Collected data
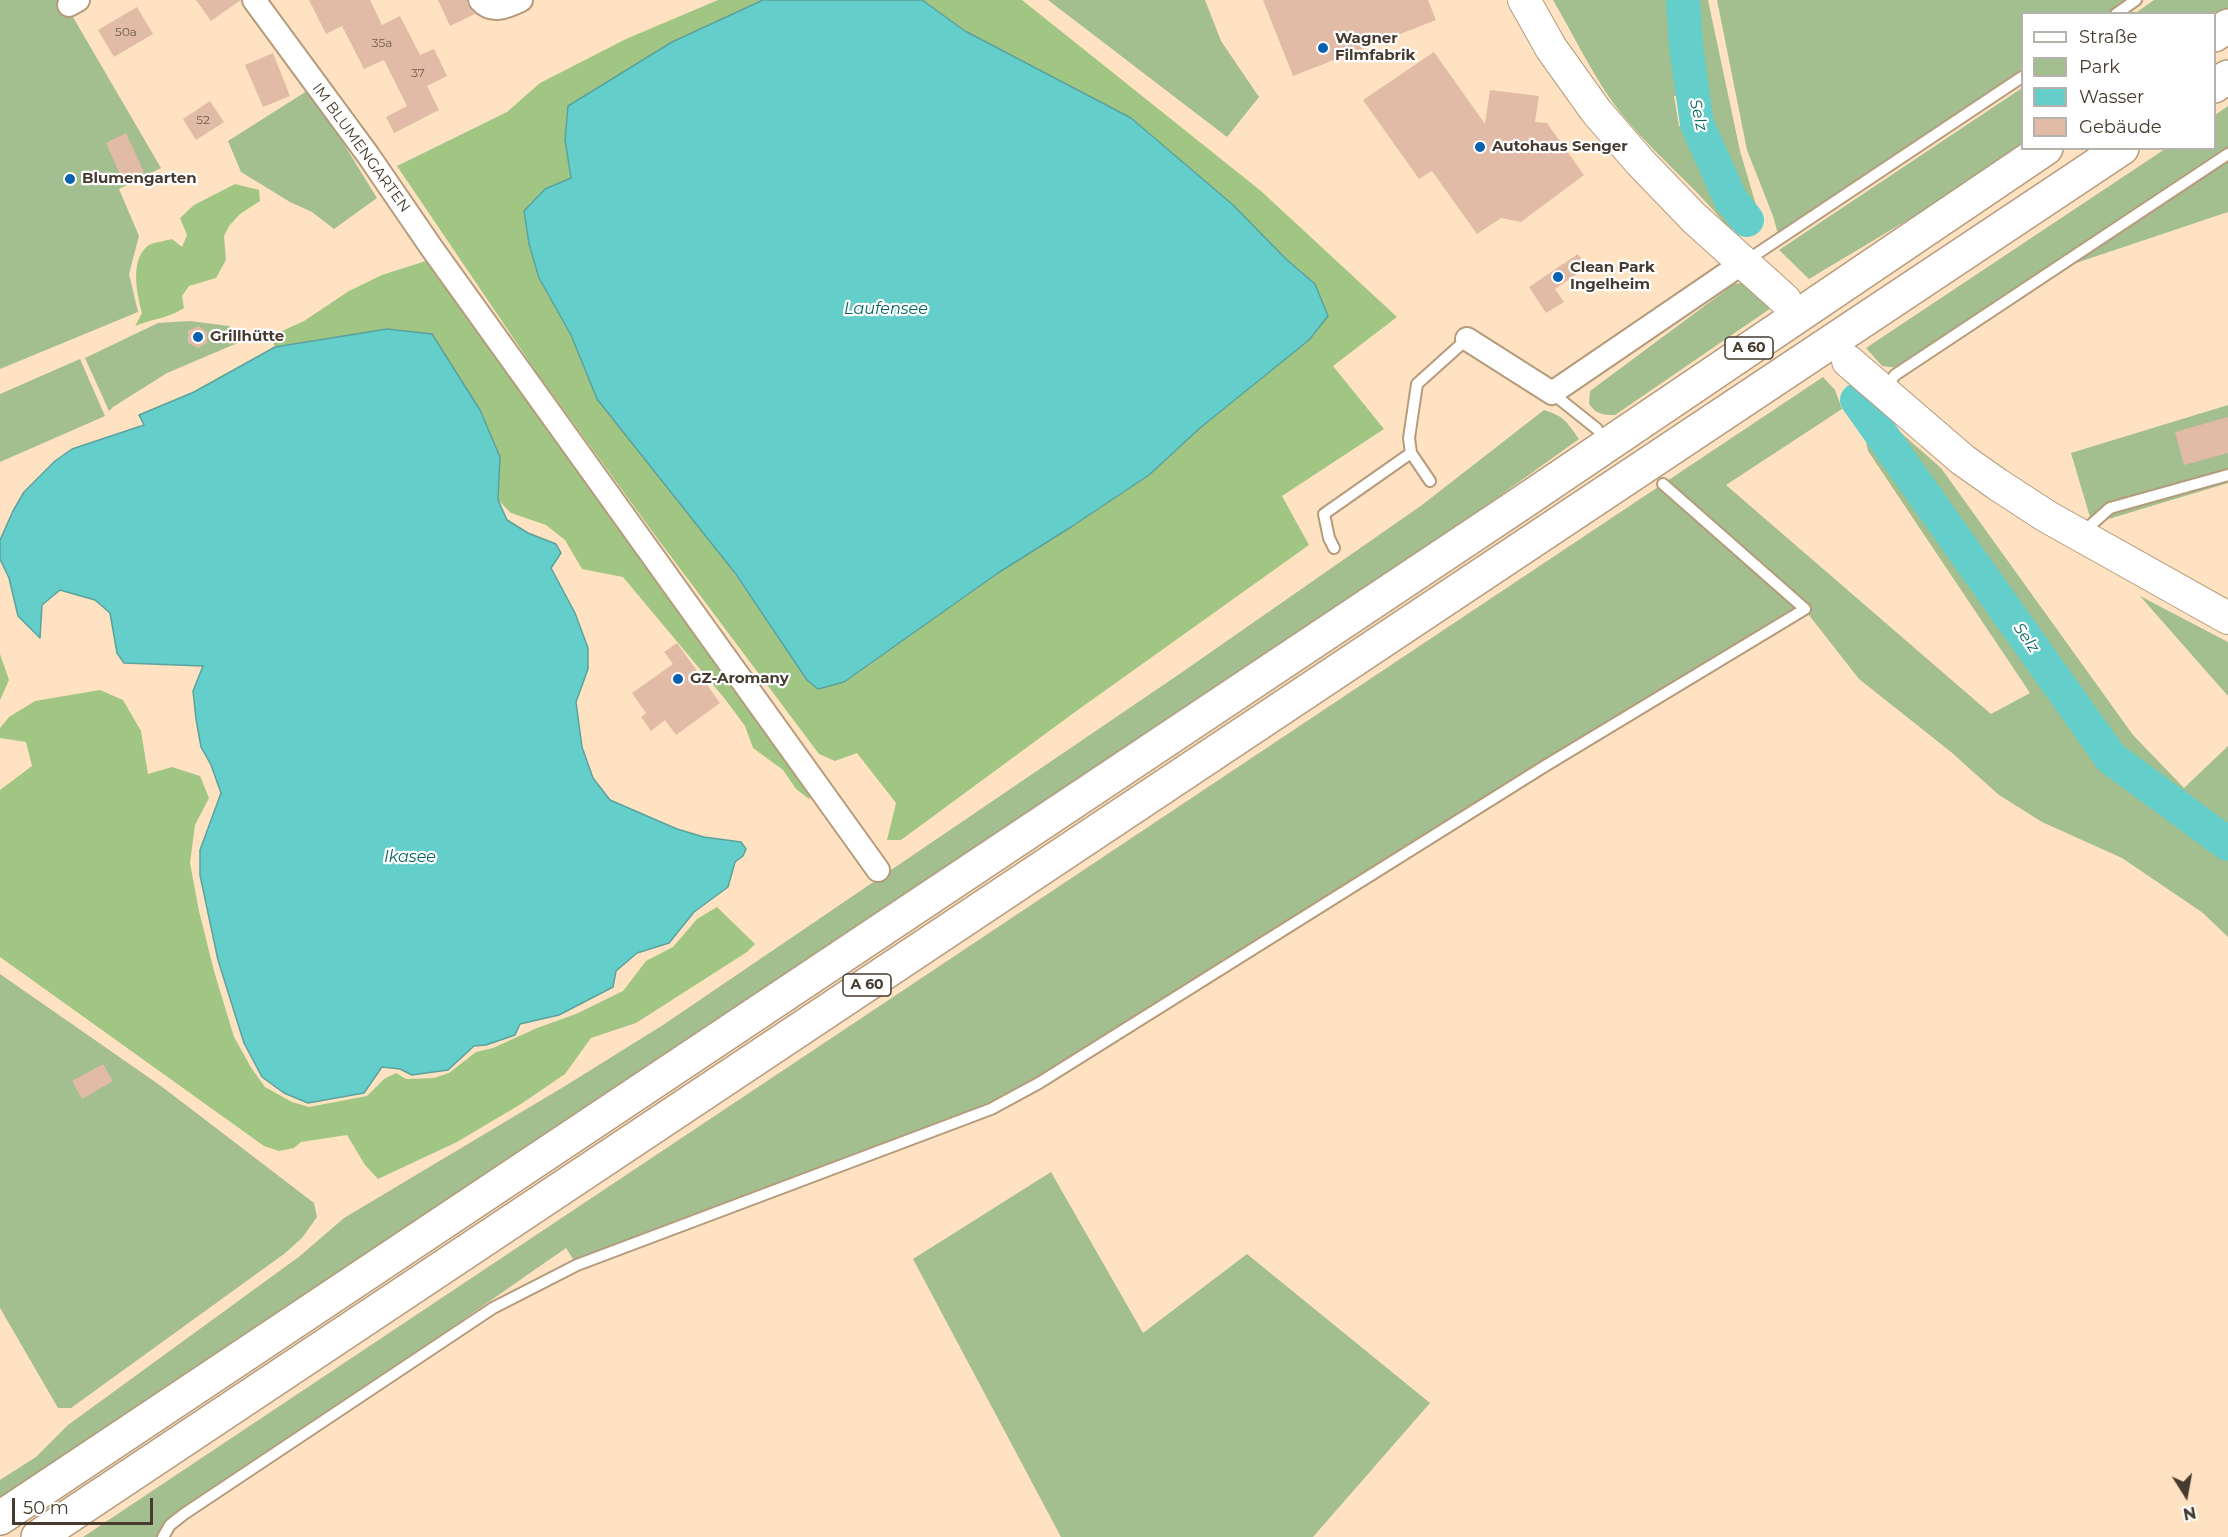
<!DOCTYPE html>
<meta charset="utf-8">
<style>
body{margin:0}
#map{position:relative;width:2228px;height:1537px;overflow:hidden;background:#fee2c1;font-family:Montserrat,sans-serif}
canvas{display:block}
.legend{position:absolute;left:2021px;top:12px;width:195px;height:138px;box-sizing:border-box;background:#fff;border:2px solid #b5b1ab;margin:0;padding:8px 10px;list-style:none;font-size:18px;color:#463b2e}
.legend li{display:flex;align-items:center;gap:12px;height:30px}
.legend b{width:30px;border:2px solid #b5b1ab}
.north{position:absolute;left:2156px;top:1465px;width:60px;height:60px;-webkit-text-stroke:4px #fff;paint-order:stroke;rotate:169deg;font-size:16px;font-weight:700;line-height:24px;text-align:center;color:#463b2e}
.north::after{content:'';display:block;margin:auto;width:21px;height:27px;background:#463b2e;clip-path:polygon(50% 0,100% 100%,50% 72%,0 100%)}
.scale{position:absolute;left:12px;top:1498px;width:141px;height:27px;box-sizing:border-box;border:3px solid #463b2e;border-top:0;padding-left:8px;font-size:18px;line-height:21px;white-space:nowrap;color:#463b2e;-webkit-text-stroke:4px #fff;paint-order:stroke}
</style>
<div id="map">
<canvas width="2228" height="1537"></canvas>
<ul class="legend">
<li><b style="height:8px;background:#fff"></b>Straße</li>
<li><b style="height:16px;background:#a3bf8f"></b>Park</li>
<li><b style="height:16px;background:#64cecb"></b>Wasser</li>
<li><b style="height:16px;background:#e1bba5"></b>Gebäude</li>
</ul>
<div class="north">N</div>
<div class="scale">50 m</div>
</div>
<script>
const ctx = document.querySelector('canvas').getContext('2d');
ctx.lineJoin = 'round';
function fillPath(path, color) { ctx.fillStyle = color; ctx.fill(path, 'evenodd'); }
function stroke(path, color, width, dash) { ctx.strokeStyle = color; ctx.lineWidth = width; ctx.lineCap = dash ? 'butt' : 'round'; ctx.setLineDash(dash || []); ctx.stroke(path); }
function label(font, color, halo, rows, align = 'center') {
  ctx.font = font + ' Montserrat,sans-serif'; ctx.lineWidth = 4.5; ctx.setLineDash([]); ctx.textBaseline = 'middle'; ctx.strokeStyle = halo; ctx.fillStyle = color; for (const [text, x, y, turn = 0] of rows) {
    ctx.save(); ctx.translate(x, y); ctx.rotate((+turn || 0) * Math.PI / 180); ctx.textAlign = isNaN(turn) ? turn : align; if (halo) ctx.strokeText(text, 0, 0); ctx.fillText(text, 0, 0); ctx.restore();
  }
}
fillPath(new Path2D(`
 M0,0H63L161,168L119,189L139,236L129,274L138,312L0,369Z
 M1048,0H1205L1221,41L1259,97L1227,137Z
 M1553,0H1708L1740,151L1756,205L1753,219L1730,230C1695,185 1648,150 1614,104C1591,72 1573,34 1553,0ZM1698,91L1706,125L1679,126L1674,96Z
 M1717,0H2133L2113,13L2022,14V73L1778,234L1773,216L1747,150Z
 M2154,0H2228V8L2215,17L2214,14H2134Z
 M2022,88V147L1971,182L1809,279L1779,250Z
 M310,89L377,198L334,229L312,212L290,202L241,172L228,141Z
 M2228,106V148L1899,368L1882,366L1866,348L2165,149L2214,148L2215,115Z
 M2228,160V212L2073,264Z
 M1747,282L1774,306L1615,415C1603,415 1596,414 1589,404L1590,391L1734,284Z
 M190,321L229,326L247,339L167,373L113,407L109,411L85,358L158,323Z
 M80,359L105,416L0,462V394Z
 M1823,377L1835,390L1842,409L1726,485L1991,714L2030,693L1868,451L1857,400L1866,402L1941,468L2133,735L2184,788L2228,746V937L2203,913L2122,858L2042,822L1999,795L1951,752L1859,679L1805,610L991,1109L577,1265L566,1248L184,1514L163,1537H83Z
 M2228,405V483L2092,524L2071,453Z
 M1544,410C1564,416 1567,422 1579,439L1494,500L898,902L0,1502V1480L36,1457L68,1425L300,1256L344,1218L565,1086L663,1025L1178,675L1422,505Z
 M2140,596L2228,642V696Z
 M0,974L161,1086L314,1203L317,1217L302,1238L284,1254L71,1408H58L0,1308Z
 M1051,1172L1143,1333L1247,1254L1430,1403L1313,1537H1061L913,1259Z`), '#a3bf8f');
fillPath(new Path2D(`
 M718,0H763L672,42L568,106L565,140L571,178L545,189L524,211L529,244L539,278L571,335L807,680L844,682L998,573L1071,527L1149,475L1200,428L1309,340L1328,316L1315,284L1286,259L922,0H1022L1261,191L1397,317L1333,366L1384,429L1282,496L1309,545L1075,712L901,840H887L896,803L857,753L835,761L819,754L657,538L537,373L397,166L507,112L540,83L626,39Z
 M235,184L259,190L260,201L240,214L229,226L224,236L226,260L216,278L189,286L182,296L184,308C170,318 151,319 135,326L142,313C137,294 129,259 149,245C155,242 166,241 172,239L182,247L187,235L180,218L194,205Z
 M435,258L815,788L809,799L796,789L783,770L753,748L745,726L725,699L623,577L582,569L565,540L546,525L511,513L498,500L500,456L480,410L432,334L387,329L275,347L271,336L304,321L349,291L382,275Z
 M0,654L9,680L0,700Z
 M100,690L123,700L141,731L148,774L172,767L200,776L209,798L195,825L190,863L199,911L214,971L234,1037L252,1069L265,1087L292,1102L309,1107L367,1096L384,1079L396,1073L406,1079L434,1078L449,1073L476,1052L493,1048L537,1028L576,1014L623,991L646,961L673,947L697,919L717,907L755,944L747,952L636,1023L591,1038L565,1074L521,1104L457,1142L378,1179L365,1165L347,1135L301,1142L294,1148L279,1151L264,1146L0,957V790L32,766L26,742L0,738V728L9,717L35,701Z`), '#a1c684');
const water = new Path2D(`
 M763,0H922L965,31L1131,118L1233,205L1286,259L1315,284L1328,316L1309,340L1200,428L1149,475L1071,527L998,573L844,682L818,689L807,680L735,573L597,399L571,335L539,278L529,244L524,211L545,189L571,178L565,140L568,106L672,42Z
 M387,329L432,334L480,410L500,457L498,500L507,520L528,533L556,544L561,553L551,568L575,613L588,648V669L576,702L582,747L593,778L610,800L677,829L704,837L741,842L746,849L743,856L735,862L728,887L694,912L669,943L637,953L616,971L613,987L559,1015L520,1024L515,1035L486,1045L474,1046L448,1070L412,1075L400,1069L382,1067L364,1093L308,1103L284,1093L262,1077L244,1043L218,960L200,875V850L221,793L211,765L201,747L196,719L193,691L203,666L124,663L117,653L110,613L95,600L60,590L42,605L40,638L18,616L9,578L0,559V540L13,511L24,492L55,461L72,449L144,425L139,415L194,392L275,347Z`);
fillPath(water, '#64cecb');
stroke(water, '#5ba29c', 1.5);
stroke(new Path2D(`
 M1683,0L1686,46L1697,124L1731,200L1747,220
 M1857,400L2111,758L2228,844`), '#64cecb', 34);
fillPath(new Path2D(`
 M196,0H241L211,21Z
 M309,0H370L382,25L400,16L420,55L434,49L447,76L427,86L439,110L394,133L386,117L407,106L384,60L364,69L342,26L326,34Z
 M438,0H467V4L475,14L450,26Z
 M1263,0H1428L1436,20L1293,76Z
 M137,7L153,34L114,57L98,30Z
 M1434,52L1485,124L1490,90L1539,96L1535,122L1547,123L1584,175L1521,222L1501,218L1477,234L1432,171L1419,179L1363,100Z
 M273,53L290,96L263,107L245,65Z
 M210,101L224,122L196,140L183,119Z
 M126,133L144,172L123,181L106,143Z
 M1578,254L1587,267L1555,289L1564,302L1546,313L1529,287Z
 M198,326L207,332V343L198,348L188,343V331Z
 M2228,417V453L2184,465L2175,432Z
 M677,643L720,703L676,735L665,720L651,731L641,717L646,713L632,693L673,664L664,652Z
 M103,1064L113,1081L82,1099L72,1081Z`), '#e1bba5');
const lane = new Path2D(`
 M2116,14L2136,0
 M1746,261L2022,77
 M1885,389L1895,375L2228,154
 M1552,393L1597,429
 M1430,481L1411,453L1409,438L1417,384L1467,339
 M2086,535L2092,524L2110,508L2228,475
 M1334,548L1329,538L1324,514L1411,453
 M163,1537L170,1525L184,1514L493,1308L577,1265L991,1109L1039,1083L1545,766L1805,609L1663,484`);
const street = new Path2D(`
 M254,0L368,155L431,247L878,870
 M480,0C492,14 506,7 521,0
 M69,5L78,0
 M1467,339L1552,393L1744,262`);
const secondary = new Path2D(`
 M1524,0L1551,48L1596,111L1640,162L1694,218L1785,300
 M1848,361L1963,460L1997,484L2046,516L2228,618`);
const highway = new Path2D(`
 M2214,35L2228,26
 M2214,86L2228,77
 M0,1518L1520,504L2046,148
 M38,1537L2122,148`);
stroke(lane, '#b59b7c', 14);
stroke(street, '#b59b7c', 26);
stroke(secondary, '#b59b7c', 34);
stroke(highway, '#b59b7c', 36);
stroke(lane, '#fff', 10);
stroke(street, '#fff', 22);
stroke(secondary, '#fff', 32);
stroke(highway, '#fff', 33);
for (const [x, y, r, color] of [
 [1323,48,6,"#0861af"],
 [1480,147,6,"#0861af"],
 [70,179,6,"#0861af"],
 [1558,277,6,"#0861af"],
 [198,337,6,"#0861af"],
 [678,679,6,"#0861af"]
]) { const dot = new Path2D(); dot.arc(x, y, r, 0, 2 * Math.PI); ctx.fillStyle = color; ctx.fill(dot); stroke(dot, '#fff', 2); }
label('12px', '#6d5b4c', null, [
 ["50a",126,32],
 ["35a",382,43],
 ["37",418,73],
 ["52",203,120]
]);
for (const [x, y, w] of [
 [1749,348,48],
 [867,985,48]
]) { const box = new Path2D(); box.roundRect(x - w / 2, y - 11, w, 22, 4.5); ctx.fillStyle = '#fff'; ctx.fill(box); stroke(box, '#463b2e', 1.5); }
label('bold 14px', '#463b2e', null, [
 ["A 60",1749,348],
 ["A 60",867,985]
]);
label('bold 15px', '#463b2e', '#fff', [
 ["Wagner",1335,39],
 ["Filmfabrik",1335,56],
 ["Autohaus Senger",1492,147],
 ["Blumengarten",82,179],
 ["Clean Park",1570,268],
 ["Ingelheim",1570,285],
 ["Grillhütte",210,337],
 ["GZ-Aromany",690,679]
], 'left');
label('15px', '#463b2e', '#fff', [
 ["IM BLUMENGARTEN",361,148,54]
]);
label('italic 16px', '#036462', '#fff', [
 ["Selz",1698,115,77],
 ["Laufensee",886,309],
 ["Selz",2026,638,55],
 ["Ikasee",410,857]
]);
</script>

ACTIVITY:
Your answer should consist solely of the lines above from the line with "M2022,88V147L1971,182L1809,279L1779,250Z" to the line with "M0,654L9,680L0,700Z", both included, reproduced exactly.

RESULT OF THIS TASK:
 M2022,88V147L1971,182L1809,279L1779,250Z
 M310,89L377,198L334,229L312,212L290,202L241,172L228,141Z
 M2228,106V148L1899,368L1882,366L1866,348L2165,149L2214,148L2215,115Z
 M2228,160V212L2073,264Z
 M1747,282L1774,306L1615,415C1603,415 1596,414 1589,404L1590,391L1734,284Z
 M190,321L229,326L247,339L167,373L113,407L109,411L85,358L158,323Z
 M80,359L105,416L0,462V394Z
 M1823,377L1835,390L1842,409L1726,485L1991,714L2030,693L1868,451L1857,400L1866,402L1941,468L2133,735L2184,788L2228,746V937L2203,913L2122,858L2042,822L1999,795L1951,752L1859,679L1805,610L991,1109L577,1265L566,1248L184,1514L163,1537H83Z
 M2228,405V483L2092,524L2071,453Z
 M1544,410C1564,416 1567,422 1579,439L1494,500L898,902L0,1502V1480L36,1457L68,1425L300,1256L344,1218L565,1086L663,1025L1178,675L1422,505Z
 M2140,596L2228,642V696Z
 M0,974L161,1086L314,1203L317,1217L302,1238L284,1254L71,1408H58L0,1308Z
 M1051,1172L1143,1333L1247,1254L1430,1403L1313,1537H1061L913,1259Z`), '#a3bf8f');
fillPath(new Path2D(`
 M718,0H763L672,42L568,106L565,140L571,178L545,189L524,211L529,244L539,278L571,335L807,680L844,682L998,573L1071,527L1149,475L1200,428L1309,340L1328,316L1315,284L1286,259L922,0H1022L1261,191L1397,317L1333,366L1384,429L1282,496L1309,545L1075,712L901,840H887L896,803L857,753L835,761L819,754L657,538L537,373L397,166L507,112L540,83L626,39Z
 M235,184L259,190L260,201L240,214L229,226L224,236L226,260L216,278L189,286L182,296L184,308C170,318 151,319 135,326L142,313C137,294 129,259 149,245C155,242 166,241 172,239L182,247L187,235L180,218L194,205Z
 M435,258L815,788L809,799L796,789L783,770L753,748L745,726L725,699L623,577L582,569L565,540L546,525L511,513L498,500L500,456L480,410L432,334L387,329L275,347L271,336L304,321L349,291L382,275Z
 M0,654L9,680L0,700Z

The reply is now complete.